What Does “Chardy” Mean Anyway?

I’ve been blogging about chardonnay, sometimes serious, sometimes irreverent, sharing my reviews and perspectives on my favorite varietal with you for a while now. If you know the story about how I got the nickname “Chardygirl”, you know it came from Australia nearly four years ago and it’s stuck ever since.

You see Australians shorten everything. Breakfast is “brekkie” (and yes, you can actually find that on menus and restaurant signs). Sunglasses are “sunnies” and tradesmen (plumbers, electricians, construction workers) are “tradies.” And if a name can’t be shortened, it gets changed altogether. A sweater is a “jumper,” a car trunk is a “boot,” and my husband, Gary’s name is “Gazza.” Go figure.

We just spent four weeks in Australia and I heard that term, “chardy,” used over and over again. In Dan Murphy’s, the local wine and spirits store which is the Australian equivalent of a Total Wine or Bev Mo, I heard staff members pointing me to the chardy section, asking others if they had recommendations for a good buttery chardy or telling me the regions for the best chardies (Margaret River, Yarra, and Limestone Coast).

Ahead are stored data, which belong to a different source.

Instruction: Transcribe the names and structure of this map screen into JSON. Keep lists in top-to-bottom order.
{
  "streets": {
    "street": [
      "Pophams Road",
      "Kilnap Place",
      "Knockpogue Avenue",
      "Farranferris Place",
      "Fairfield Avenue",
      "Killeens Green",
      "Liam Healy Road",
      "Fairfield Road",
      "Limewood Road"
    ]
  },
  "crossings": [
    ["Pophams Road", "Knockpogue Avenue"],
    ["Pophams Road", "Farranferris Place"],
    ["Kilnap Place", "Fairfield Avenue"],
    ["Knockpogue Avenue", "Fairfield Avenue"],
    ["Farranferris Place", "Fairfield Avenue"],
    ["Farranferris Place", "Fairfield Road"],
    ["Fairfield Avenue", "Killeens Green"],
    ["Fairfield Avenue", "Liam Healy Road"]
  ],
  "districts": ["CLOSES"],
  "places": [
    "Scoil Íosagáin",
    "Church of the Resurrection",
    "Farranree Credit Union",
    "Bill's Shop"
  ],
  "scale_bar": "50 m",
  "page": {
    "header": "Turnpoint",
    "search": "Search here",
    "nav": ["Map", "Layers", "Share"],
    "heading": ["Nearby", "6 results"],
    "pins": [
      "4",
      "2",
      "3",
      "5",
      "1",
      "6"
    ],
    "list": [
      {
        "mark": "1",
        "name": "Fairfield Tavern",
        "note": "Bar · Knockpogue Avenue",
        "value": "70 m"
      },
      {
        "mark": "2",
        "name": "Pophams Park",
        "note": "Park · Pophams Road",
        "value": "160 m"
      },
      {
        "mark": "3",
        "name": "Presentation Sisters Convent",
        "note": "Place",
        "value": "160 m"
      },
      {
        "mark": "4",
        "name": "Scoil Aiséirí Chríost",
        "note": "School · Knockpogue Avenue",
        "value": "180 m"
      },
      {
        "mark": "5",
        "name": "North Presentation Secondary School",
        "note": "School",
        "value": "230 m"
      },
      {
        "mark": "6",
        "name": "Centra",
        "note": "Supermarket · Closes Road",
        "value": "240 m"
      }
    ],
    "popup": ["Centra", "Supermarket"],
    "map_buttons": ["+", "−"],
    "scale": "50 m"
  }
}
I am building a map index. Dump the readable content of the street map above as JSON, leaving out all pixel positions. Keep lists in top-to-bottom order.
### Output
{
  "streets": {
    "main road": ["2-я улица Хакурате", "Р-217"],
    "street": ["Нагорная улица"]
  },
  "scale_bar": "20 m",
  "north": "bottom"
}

At the Sydney Good Food and Wine Show, they had a whole class devoted to tasting chardies only. The instructor was kind enough to point me to the best chardy maker in the country for that good, old-fashioned chardonnay (and yes, we will be tasting and reviewing “Butterfingers” very soon.)

Even the Wine Selectors guy in the Sydney airport called them chardies. (Next time you are in the Melbourne or Sydney domestic airport terminal, you too, can kill time tasting the best Australian wines from boutique wineries for free by visiting the Wine Selector booth in the middle of the terminal.)

But it never occurred to me that you, my dear readers, might not understand why the name “Chardy Girl.”

So now you know. It’s Australia speak for chardonnay. I wonder if Napa would shudder at the thought?